## [Task item]
Look through the listing and report every line that has "sans" in it.

━━ Data to process ━━

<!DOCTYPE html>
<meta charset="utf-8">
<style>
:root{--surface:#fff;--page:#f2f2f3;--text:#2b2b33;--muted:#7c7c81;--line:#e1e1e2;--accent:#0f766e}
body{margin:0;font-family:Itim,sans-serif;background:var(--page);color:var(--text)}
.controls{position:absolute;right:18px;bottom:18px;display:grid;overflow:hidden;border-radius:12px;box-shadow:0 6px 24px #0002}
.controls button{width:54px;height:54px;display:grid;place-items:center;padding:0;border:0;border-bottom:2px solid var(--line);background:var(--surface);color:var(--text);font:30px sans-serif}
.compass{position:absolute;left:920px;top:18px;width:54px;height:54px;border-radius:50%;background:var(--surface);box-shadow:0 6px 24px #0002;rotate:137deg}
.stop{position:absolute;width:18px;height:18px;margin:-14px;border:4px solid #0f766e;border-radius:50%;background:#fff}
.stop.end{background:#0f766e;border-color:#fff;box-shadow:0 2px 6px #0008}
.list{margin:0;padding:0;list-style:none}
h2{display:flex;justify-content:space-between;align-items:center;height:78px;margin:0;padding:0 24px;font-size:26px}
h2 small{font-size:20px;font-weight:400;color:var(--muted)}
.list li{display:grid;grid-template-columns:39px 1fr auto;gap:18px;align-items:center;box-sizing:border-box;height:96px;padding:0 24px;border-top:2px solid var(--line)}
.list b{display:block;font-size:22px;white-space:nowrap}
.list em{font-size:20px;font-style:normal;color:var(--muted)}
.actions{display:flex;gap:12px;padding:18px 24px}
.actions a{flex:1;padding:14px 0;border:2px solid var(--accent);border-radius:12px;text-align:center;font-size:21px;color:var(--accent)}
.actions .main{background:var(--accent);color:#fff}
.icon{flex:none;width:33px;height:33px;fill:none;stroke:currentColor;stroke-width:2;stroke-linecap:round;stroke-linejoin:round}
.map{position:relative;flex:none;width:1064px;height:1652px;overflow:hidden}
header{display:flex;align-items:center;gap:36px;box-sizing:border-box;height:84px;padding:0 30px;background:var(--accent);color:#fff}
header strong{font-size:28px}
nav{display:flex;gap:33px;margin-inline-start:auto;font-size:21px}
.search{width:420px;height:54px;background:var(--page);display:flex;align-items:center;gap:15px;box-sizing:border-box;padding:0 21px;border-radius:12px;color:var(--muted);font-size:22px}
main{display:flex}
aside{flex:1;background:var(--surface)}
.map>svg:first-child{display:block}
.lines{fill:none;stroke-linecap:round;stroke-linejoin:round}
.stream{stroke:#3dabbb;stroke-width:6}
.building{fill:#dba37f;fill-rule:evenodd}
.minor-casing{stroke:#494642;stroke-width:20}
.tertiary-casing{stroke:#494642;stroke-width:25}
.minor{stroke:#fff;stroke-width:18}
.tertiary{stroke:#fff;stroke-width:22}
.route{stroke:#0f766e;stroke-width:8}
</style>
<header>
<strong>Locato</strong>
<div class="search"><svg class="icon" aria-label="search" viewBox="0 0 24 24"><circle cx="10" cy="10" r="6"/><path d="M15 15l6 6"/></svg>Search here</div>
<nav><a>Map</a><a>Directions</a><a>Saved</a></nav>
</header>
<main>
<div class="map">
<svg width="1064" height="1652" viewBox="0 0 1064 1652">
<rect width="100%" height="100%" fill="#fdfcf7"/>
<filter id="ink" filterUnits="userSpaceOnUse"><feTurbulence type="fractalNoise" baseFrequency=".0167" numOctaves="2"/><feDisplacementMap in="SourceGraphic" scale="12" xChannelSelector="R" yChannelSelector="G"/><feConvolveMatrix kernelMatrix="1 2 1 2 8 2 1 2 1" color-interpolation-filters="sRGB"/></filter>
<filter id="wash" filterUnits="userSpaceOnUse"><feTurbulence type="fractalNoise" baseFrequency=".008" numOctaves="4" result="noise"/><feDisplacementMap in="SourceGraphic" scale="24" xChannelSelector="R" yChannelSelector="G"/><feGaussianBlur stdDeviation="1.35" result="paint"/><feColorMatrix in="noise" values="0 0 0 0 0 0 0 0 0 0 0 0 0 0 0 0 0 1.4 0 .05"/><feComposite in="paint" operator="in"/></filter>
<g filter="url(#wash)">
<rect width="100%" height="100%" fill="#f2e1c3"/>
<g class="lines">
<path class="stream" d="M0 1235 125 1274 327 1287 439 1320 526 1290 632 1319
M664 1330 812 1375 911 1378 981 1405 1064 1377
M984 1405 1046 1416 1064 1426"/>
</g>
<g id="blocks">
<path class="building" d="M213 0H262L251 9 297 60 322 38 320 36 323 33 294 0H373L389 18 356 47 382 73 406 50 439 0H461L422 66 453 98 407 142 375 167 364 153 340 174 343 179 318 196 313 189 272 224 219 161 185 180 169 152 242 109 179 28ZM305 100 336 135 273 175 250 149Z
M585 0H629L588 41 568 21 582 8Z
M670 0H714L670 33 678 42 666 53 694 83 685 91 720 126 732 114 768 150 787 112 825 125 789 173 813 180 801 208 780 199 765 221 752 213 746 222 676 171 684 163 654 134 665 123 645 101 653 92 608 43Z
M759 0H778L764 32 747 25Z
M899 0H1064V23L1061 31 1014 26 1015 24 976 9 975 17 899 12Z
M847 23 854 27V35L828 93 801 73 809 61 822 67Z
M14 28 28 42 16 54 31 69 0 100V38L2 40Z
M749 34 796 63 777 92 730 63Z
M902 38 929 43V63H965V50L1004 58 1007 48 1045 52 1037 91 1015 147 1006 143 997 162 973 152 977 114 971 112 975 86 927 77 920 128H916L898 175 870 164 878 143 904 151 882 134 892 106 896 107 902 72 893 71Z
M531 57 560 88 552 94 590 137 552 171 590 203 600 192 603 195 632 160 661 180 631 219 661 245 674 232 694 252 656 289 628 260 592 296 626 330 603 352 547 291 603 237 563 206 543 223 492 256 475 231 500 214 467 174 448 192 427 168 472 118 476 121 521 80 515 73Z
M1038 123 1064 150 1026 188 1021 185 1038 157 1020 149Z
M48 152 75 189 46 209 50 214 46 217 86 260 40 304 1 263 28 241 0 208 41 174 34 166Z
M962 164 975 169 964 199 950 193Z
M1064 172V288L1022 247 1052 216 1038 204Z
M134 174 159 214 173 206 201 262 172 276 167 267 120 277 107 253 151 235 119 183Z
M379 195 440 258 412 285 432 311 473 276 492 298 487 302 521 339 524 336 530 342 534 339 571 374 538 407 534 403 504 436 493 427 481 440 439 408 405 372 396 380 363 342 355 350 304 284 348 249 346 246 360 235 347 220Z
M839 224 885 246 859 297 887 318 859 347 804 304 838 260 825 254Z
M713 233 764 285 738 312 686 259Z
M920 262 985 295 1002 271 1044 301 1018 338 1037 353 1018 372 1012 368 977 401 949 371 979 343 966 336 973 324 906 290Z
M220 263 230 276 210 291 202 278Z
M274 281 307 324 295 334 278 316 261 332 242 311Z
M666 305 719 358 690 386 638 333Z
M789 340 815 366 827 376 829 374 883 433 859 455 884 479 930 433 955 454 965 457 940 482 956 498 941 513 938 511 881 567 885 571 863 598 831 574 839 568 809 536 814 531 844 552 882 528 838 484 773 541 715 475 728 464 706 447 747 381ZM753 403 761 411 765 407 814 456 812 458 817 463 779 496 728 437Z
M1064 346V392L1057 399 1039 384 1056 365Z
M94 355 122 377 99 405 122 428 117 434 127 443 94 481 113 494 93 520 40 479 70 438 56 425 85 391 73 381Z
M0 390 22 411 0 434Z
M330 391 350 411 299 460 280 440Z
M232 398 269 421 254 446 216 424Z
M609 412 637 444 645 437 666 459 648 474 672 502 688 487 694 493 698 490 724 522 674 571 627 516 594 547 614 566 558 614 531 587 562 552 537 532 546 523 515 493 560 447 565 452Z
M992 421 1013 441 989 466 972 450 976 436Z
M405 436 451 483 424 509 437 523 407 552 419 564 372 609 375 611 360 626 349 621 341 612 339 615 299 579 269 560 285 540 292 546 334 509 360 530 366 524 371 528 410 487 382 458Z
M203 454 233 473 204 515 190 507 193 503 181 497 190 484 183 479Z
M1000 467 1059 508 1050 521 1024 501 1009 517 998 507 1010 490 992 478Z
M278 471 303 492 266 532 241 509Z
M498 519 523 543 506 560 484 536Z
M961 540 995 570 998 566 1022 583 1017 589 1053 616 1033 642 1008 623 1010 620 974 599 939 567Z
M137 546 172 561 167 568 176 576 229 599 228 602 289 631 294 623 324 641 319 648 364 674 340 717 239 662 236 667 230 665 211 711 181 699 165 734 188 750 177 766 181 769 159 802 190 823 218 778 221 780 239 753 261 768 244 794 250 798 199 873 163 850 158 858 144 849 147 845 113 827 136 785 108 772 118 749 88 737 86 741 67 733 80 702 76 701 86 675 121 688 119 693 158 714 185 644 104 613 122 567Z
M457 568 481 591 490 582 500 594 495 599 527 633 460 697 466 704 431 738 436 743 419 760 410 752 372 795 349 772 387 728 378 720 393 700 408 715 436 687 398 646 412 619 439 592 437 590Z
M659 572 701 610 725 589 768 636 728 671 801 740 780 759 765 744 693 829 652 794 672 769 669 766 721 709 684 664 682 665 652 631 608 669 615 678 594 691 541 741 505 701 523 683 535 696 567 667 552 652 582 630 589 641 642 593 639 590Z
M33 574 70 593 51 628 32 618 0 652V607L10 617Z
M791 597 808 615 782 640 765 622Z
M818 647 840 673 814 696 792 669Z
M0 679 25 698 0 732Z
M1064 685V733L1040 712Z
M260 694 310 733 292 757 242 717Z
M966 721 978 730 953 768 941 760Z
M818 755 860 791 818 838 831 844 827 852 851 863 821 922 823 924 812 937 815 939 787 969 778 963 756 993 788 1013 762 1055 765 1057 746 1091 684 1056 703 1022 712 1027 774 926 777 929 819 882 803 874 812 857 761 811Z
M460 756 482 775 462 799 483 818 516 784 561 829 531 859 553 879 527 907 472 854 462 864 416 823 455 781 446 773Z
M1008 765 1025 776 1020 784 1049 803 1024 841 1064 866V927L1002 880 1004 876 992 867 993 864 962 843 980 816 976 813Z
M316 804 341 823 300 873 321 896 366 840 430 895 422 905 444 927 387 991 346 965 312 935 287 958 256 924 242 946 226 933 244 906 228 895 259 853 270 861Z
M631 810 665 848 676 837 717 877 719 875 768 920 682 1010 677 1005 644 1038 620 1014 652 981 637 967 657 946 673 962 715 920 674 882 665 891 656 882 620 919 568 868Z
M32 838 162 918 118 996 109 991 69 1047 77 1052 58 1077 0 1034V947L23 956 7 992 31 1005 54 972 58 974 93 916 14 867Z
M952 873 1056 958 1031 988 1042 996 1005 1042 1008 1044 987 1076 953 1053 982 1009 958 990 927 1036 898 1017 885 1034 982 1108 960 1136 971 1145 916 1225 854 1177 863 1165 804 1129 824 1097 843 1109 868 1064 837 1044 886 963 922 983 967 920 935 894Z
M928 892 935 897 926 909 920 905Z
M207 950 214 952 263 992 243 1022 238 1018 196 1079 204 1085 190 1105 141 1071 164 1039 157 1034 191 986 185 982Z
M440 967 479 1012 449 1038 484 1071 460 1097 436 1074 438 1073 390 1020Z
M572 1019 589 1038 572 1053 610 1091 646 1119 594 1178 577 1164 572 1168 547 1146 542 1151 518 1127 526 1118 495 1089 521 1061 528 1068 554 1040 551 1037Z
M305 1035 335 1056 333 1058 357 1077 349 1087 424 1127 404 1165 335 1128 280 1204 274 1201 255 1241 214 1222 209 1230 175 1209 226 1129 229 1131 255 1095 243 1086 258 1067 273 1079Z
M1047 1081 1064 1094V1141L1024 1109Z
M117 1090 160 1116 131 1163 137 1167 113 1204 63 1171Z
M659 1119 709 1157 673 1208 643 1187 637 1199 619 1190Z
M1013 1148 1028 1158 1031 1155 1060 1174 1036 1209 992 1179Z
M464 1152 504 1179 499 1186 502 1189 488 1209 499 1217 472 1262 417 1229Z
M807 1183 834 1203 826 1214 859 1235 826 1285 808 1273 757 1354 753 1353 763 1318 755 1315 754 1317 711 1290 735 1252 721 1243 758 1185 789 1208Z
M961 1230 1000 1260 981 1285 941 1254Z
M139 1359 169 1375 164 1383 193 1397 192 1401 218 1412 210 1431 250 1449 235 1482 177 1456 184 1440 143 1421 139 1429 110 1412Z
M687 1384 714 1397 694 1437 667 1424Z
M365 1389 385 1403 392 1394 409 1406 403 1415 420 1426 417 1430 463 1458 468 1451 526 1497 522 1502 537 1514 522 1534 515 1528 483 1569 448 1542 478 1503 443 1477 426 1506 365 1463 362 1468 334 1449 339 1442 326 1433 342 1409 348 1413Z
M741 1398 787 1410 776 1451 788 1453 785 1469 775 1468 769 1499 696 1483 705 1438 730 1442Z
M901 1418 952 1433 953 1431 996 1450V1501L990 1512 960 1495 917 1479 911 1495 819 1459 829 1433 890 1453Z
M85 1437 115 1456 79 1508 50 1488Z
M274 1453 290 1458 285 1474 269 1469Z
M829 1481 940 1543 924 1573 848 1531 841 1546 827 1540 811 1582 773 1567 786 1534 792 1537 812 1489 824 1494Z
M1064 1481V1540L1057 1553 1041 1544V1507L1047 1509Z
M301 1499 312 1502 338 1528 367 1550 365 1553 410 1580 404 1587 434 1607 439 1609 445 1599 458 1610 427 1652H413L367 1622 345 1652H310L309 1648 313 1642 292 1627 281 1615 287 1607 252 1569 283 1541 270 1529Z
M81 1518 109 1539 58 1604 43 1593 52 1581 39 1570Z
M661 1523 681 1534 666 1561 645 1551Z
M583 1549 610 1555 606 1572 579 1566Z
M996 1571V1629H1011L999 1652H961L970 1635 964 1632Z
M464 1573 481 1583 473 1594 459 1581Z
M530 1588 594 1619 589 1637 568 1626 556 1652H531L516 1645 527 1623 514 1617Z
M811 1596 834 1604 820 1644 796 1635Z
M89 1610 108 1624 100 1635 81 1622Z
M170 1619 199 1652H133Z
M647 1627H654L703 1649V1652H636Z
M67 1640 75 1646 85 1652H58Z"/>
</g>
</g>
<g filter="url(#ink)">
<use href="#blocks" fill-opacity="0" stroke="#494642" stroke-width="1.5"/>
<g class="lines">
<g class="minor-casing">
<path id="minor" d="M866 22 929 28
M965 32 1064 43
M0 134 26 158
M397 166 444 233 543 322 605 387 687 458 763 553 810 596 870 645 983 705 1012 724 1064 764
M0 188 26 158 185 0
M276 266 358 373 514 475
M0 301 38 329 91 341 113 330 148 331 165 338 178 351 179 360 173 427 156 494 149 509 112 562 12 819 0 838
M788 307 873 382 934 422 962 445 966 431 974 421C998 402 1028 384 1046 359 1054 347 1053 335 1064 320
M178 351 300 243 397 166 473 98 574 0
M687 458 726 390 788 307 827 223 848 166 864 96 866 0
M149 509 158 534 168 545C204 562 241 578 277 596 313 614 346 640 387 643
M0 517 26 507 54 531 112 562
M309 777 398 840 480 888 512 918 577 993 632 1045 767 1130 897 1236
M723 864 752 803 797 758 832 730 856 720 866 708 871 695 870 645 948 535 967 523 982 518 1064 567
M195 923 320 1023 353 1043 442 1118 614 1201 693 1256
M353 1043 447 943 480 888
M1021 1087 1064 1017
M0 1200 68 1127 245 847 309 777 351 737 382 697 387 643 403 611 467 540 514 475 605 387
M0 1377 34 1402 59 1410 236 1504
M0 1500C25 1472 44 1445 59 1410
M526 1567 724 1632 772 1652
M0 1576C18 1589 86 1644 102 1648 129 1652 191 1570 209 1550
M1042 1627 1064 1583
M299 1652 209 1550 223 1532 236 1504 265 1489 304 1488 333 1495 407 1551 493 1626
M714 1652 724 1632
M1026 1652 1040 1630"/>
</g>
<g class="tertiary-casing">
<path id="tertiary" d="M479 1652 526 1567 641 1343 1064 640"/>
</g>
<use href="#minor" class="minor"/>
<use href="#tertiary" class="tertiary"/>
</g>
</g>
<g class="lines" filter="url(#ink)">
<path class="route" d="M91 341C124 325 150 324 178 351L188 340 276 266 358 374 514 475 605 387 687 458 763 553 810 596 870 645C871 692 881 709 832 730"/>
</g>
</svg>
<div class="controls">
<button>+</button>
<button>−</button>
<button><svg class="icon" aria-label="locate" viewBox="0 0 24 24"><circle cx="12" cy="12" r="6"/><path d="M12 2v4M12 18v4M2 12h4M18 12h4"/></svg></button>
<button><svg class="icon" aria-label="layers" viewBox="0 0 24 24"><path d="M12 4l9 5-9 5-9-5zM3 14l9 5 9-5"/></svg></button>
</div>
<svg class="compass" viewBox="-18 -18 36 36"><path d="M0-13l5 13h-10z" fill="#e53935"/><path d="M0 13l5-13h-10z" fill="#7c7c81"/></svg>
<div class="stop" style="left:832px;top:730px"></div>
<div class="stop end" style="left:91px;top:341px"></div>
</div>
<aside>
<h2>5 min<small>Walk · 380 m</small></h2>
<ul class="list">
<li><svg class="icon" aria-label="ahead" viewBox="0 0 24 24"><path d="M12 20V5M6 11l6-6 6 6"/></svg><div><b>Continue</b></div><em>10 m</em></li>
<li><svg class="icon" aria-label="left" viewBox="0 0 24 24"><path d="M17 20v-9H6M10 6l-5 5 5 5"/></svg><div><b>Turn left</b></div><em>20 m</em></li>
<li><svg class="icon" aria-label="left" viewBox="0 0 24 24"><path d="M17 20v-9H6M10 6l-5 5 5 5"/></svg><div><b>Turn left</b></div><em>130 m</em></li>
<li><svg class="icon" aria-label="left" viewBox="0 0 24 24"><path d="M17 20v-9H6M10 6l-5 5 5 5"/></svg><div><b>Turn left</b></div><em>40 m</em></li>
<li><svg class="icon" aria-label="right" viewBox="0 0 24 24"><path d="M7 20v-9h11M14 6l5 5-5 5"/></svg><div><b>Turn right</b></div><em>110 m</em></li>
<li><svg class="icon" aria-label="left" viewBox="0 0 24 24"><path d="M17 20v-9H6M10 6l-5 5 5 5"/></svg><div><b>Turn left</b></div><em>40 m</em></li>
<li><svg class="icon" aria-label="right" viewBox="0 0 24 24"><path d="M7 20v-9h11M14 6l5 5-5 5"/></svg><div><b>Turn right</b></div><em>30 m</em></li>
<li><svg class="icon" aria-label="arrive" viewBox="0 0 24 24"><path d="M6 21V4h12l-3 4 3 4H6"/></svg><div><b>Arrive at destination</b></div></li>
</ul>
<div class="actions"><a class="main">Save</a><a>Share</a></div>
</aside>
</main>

━━━

## [Answer to this exercise]
body{margin:0;font-family:Itim,sans-serif;background:var(--page);color:var(--text)}
.controls button{width:54px;height:54px;display:grid;place-items:center;padding:0;border:0;border-bottom:2px solid var(--line);background:var(--surface);color:var(--text);font:30px sans-serif}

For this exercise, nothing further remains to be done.